To help prevent endocarditis, make sure to practice good hygiene:
- Pay special attention to your dental health — brush and floss your teeth and gums often, and have regular dental checkups.
- Avoid procedures that may lead to skin infections, such as body piercings or tattoos.
- Seek prompt medical attention if you develop any type of skin infection or open cuts or sores that don't heal properly.
Certain dental and medical procedures may allow bacteria to enter your bloodstream. Antibiotics taken before these procedures can help destroy or control the harmful bacteria that may lead to endocarditis.
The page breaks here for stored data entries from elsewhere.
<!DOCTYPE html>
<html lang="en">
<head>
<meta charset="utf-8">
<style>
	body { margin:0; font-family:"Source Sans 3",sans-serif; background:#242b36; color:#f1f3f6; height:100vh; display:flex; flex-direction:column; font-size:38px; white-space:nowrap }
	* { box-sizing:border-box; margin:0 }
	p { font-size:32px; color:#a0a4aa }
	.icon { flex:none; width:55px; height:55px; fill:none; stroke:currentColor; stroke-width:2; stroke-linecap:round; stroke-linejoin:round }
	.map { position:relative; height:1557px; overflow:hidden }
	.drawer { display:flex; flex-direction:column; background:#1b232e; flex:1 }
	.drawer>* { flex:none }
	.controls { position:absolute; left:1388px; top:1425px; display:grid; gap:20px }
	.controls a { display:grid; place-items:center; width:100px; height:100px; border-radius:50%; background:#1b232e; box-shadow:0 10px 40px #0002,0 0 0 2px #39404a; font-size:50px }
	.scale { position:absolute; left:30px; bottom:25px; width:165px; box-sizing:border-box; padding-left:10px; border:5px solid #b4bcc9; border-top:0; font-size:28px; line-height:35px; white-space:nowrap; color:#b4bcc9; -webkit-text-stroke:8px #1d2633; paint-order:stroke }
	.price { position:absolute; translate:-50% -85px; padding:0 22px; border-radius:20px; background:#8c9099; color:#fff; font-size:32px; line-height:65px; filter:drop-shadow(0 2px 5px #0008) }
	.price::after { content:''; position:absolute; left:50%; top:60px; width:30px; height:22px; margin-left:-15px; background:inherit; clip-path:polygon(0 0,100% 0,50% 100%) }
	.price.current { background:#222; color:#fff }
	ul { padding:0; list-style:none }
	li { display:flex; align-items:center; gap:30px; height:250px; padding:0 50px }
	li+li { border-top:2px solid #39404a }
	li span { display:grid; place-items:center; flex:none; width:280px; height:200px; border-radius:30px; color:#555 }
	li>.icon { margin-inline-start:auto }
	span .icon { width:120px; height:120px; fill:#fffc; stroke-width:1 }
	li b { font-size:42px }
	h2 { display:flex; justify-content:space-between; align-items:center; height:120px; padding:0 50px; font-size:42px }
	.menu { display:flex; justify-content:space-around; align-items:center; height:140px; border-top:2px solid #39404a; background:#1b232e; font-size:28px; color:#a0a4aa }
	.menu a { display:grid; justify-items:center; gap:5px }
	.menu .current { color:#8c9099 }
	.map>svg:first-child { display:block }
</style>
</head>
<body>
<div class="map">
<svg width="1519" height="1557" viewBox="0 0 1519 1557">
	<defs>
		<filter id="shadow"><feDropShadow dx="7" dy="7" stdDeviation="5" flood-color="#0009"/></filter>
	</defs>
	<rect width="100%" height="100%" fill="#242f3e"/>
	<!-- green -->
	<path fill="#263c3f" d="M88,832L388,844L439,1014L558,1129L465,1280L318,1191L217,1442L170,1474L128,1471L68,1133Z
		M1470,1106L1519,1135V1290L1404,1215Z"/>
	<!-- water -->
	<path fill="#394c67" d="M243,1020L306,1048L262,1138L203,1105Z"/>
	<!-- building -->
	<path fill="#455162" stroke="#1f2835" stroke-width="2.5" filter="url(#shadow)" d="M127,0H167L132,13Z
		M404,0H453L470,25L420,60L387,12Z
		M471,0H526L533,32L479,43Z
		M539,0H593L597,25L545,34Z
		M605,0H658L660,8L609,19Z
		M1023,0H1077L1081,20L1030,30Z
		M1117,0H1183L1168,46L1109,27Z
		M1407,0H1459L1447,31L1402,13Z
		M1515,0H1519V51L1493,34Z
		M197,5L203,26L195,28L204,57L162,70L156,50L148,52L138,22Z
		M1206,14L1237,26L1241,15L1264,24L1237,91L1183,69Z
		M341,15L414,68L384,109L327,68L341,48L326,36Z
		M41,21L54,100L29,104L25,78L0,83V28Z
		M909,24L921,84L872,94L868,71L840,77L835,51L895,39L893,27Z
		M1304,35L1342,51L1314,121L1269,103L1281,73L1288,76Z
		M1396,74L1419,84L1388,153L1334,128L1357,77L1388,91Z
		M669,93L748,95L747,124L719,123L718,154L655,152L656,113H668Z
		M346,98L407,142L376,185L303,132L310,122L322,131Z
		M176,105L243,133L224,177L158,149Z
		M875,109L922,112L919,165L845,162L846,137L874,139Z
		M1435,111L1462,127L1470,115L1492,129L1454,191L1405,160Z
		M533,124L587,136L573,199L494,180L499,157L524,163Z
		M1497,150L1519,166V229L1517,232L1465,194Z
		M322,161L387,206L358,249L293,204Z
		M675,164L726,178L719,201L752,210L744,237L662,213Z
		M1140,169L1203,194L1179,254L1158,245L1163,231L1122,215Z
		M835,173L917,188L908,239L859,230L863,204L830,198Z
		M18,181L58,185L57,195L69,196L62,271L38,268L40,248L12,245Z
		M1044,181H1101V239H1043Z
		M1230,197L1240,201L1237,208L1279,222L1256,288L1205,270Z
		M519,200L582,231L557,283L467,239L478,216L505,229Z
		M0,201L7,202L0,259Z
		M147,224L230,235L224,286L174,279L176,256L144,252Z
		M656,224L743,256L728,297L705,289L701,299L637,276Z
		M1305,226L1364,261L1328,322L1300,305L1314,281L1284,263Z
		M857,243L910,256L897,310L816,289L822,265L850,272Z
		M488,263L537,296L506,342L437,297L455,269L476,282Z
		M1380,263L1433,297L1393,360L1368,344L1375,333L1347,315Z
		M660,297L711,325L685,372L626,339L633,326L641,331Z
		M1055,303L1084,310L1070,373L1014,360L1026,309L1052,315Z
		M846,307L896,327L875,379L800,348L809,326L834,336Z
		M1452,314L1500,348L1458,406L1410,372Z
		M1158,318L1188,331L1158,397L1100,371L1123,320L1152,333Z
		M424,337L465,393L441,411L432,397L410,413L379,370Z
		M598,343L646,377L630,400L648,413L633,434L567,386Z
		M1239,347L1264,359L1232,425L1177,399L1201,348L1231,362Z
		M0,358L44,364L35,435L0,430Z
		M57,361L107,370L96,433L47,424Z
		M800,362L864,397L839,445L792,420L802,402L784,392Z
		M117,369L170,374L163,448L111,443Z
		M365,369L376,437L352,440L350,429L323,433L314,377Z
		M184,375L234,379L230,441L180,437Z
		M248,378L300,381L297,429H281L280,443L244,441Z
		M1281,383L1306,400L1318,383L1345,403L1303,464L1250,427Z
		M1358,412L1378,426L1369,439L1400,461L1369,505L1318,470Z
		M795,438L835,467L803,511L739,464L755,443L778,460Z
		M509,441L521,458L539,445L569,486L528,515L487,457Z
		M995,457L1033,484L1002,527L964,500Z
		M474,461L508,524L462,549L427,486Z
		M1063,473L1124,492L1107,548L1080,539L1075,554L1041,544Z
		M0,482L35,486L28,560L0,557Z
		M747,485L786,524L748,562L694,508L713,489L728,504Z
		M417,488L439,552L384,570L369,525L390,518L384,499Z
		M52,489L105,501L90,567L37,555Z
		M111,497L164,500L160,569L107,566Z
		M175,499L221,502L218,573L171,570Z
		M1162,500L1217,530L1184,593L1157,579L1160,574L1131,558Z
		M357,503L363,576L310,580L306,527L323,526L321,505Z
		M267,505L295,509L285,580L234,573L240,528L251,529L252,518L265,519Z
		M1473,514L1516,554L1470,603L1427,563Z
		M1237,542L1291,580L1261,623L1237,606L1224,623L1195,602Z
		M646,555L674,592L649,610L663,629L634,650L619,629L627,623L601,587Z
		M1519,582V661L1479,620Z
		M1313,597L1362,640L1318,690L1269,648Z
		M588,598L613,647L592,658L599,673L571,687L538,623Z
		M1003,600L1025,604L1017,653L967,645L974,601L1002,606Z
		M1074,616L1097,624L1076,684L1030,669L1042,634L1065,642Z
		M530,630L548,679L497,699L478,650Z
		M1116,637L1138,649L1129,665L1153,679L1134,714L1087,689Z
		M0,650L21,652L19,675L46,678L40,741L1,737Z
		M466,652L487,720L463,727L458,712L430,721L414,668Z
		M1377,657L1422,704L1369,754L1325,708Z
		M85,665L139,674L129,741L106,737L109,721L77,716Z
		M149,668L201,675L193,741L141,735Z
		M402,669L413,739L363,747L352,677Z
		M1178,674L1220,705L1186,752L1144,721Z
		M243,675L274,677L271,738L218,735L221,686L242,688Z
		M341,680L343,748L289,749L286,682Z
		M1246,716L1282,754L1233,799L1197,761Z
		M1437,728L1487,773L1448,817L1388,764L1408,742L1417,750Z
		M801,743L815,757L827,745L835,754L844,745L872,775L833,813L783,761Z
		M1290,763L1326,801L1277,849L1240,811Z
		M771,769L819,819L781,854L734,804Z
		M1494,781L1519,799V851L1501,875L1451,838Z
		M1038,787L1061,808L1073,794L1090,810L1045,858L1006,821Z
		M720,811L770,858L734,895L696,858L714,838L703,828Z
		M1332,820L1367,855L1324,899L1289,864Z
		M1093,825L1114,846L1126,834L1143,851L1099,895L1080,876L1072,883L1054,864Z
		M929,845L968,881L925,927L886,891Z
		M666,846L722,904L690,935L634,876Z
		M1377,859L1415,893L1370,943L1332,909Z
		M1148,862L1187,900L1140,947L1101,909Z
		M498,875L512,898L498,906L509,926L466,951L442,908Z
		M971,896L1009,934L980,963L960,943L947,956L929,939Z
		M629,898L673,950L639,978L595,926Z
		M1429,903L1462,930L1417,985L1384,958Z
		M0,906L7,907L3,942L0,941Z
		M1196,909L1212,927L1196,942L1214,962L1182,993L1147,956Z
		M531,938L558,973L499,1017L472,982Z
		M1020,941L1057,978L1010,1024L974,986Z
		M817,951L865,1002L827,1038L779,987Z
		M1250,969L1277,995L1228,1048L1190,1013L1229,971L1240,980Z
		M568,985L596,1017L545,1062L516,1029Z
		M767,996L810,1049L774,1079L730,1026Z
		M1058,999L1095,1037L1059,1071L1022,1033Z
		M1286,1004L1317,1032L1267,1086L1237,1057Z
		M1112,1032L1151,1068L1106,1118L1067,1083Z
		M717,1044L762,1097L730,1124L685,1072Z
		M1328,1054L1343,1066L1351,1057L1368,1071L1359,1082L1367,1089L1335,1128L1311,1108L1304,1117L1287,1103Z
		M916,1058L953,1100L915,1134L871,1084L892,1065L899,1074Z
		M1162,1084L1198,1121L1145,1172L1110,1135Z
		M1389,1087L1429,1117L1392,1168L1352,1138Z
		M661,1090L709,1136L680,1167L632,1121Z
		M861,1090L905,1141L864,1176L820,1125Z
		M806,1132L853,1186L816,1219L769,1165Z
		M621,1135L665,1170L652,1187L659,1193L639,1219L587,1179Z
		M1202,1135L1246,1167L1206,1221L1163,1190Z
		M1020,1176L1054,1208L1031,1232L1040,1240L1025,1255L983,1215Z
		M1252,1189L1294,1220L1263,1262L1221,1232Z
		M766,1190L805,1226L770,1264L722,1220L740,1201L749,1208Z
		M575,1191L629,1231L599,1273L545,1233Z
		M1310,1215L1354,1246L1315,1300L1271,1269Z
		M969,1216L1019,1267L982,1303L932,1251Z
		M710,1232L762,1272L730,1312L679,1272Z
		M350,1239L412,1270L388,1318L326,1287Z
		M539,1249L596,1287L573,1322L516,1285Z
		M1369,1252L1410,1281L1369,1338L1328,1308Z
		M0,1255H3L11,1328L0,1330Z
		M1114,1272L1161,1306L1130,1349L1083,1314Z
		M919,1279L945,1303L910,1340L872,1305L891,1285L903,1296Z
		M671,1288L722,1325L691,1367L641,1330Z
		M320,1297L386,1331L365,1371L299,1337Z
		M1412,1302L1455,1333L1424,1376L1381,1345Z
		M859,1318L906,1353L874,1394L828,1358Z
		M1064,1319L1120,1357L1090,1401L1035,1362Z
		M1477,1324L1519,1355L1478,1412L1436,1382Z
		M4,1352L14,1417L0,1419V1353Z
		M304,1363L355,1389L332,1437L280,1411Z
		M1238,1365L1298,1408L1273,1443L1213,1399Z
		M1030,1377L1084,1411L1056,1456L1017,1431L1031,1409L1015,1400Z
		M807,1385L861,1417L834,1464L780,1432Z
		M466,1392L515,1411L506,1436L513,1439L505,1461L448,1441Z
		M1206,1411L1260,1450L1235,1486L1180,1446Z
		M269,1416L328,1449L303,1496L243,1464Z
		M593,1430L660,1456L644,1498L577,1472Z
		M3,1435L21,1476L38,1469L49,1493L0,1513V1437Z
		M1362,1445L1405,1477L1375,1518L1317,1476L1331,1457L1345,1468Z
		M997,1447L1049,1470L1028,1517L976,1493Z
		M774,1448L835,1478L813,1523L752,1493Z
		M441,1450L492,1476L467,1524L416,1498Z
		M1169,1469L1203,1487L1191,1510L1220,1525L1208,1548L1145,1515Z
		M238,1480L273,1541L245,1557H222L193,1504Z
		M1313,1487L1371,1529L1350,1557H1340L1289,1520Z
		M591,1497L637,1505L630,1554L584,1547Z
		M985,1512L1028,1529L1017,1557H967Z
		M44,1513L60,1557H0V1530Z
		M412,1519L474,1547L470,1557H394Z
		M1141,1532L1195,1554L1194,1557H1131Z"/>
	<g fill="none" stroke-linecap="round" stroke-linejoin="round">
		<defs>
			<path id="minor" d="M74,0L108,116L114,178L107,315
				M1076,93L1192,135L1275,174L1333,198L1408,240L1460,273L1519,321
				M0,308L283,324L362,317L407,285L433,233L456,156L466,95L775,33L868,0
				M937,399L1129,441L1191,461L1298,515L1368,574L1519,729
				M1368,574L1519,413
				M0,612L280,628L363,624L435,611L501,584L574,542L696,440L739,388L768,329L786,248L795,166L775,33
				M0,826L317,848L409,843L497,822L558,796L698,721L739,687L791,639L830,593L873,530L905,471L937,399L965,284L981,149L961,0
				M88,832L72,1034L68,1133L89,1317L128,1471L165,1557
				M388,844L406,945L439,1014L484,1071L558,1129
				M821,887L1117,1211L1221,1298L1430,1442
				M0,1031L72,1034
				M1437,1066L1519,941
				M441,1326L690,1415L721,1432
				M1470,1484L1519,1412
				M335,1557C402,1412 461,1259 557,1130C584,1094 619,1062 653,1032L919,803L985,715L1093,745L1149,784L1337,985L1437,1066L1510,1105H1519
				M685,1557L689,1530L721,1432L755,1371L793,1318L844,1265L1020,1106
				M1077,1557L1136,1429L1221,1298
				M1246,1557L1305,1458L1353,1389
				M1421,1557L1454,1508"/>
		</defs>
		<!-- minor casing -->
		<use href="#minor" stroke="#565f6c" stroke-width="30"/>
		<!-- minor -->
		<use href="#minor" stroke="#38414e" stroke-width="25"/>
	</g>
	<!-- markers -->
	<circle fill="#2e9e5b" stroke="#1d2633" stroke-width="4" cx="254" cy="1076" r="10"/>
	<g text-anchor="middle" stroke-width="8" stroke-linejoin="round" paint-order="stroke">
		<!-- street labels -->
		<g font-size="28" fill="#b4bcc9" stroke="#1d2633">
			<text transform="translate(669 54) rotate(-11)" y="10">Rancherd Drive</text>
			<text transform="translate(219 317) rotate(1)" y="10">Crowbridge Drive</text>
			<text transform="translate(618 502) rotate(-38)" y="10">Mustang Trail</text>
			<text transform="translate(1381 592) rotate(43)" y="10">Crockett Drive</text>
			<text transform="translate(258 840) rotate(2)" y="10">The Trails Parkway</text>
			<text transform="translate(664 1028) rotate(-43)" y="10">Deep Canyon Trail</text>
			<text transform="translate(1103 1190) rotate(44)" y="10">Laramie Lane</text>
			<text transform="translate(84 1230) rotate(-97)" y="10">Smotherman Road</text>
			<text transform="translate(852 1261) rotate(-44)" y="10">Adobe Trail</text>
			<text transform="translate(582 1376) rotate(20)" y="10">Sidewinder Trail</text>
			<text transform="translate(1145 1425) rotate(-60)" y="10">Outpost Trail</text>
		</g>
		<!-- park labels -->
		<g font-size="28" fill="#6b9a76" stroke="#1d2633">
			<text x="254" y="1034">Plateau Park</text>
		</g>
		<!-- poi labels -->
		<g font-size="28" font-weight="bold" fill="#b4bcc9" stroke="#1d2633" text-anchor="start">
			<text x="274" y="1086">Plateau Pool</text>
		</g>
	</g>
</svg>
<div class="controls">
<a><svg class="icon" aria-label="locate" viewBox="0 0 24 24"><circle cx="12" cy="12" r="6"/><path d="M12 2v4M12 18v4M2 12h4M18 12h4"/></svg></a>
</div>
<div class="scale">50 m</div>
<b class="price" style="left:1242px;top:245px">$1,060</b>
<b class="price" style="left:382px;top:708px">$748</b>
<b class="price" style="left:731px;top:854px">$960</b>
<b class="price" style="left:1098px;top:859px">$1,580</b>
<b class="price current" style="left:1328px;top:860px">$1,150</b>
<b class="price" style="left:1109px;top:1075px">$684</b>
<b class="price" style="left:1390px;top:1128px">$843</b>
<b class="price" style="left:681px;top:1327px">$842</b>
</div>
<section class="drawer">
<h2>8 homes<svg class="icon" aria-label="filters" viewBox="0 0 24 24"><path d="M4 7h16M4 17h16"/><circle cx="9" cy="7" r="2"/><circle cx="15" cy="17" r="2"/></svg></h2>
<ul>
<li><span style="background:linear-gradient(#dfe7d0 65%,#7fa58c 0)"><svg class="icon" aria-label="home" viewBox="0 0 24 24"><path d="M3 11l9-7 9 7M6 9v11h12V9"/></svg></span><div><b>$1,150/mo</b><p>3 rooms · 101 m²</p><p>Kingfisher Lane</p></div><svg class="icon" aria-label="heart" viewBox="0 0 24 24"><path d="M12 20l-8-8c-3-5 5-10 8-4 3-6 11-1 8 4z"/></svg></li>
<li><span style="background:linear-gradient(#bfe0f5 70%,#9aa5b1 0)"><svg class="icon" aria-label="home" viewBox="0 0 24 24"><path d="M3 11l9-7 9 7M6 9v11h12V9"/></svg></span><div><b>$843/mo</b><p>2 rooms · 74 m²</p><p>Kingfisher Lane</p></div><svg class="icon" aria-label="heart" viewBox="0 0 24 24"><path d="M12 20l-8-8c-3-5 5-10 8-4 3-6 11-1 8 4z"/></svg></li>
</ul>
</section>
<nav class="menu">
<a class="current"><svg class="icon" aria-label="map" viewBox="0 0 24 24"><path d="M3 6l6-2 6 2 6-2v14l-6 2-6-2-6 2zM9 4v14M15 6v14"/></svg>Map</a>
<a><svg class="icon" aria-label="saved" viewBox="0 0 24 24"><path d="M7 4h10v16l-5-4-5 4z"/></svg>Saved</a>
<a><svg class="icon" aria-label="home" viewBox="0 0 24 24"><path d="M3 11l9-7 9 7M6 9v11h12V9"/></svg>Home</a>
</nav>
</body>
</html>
Because people with the following heart conditions are at risk of more-serious outcomes from endocarditis, they may need to take preventive antibiotics before certain medical or dental procedures to prevent endocarditis:
- Artificial (prosthetic) heart valve
- Previous endocarditis infection
- Certain types of congenital heart defects
- Heart transplant complicated by heart valve problems
Antibiotics are recommended before only the following procedures:
- Certain dental procedures (those that cut your gum tissue or part of the teeth)
- Procedures involving the respiratory tract, infected skin or tissue that connects muscle to bone
Antibiotics are no longer recommended before all dental procedures or for procedures of the urinary tract or gastrointestinal system.
If you've had to take preventive antibiotics in the past before your dental exams, you may be concerned about these changes. In the past, you were likely told to get antibiotics because of a concern that common dental procedures increased your risk of endocarditis. But as doctors have learned more about endocarditis prevention, they've realized that endocarditis is much more likely to occur from exposure to random germs than from a standard dental exam or surgery.
This doesn't mean it's not important to take good care of your teeth through brushing and flossing. There is some concern that infections in your mouth from poor oral hygiene might increase the risk of germs entering your bloodstream. In addition to brushing and flossing, regular dental exams are an important part of maintaining good oral health.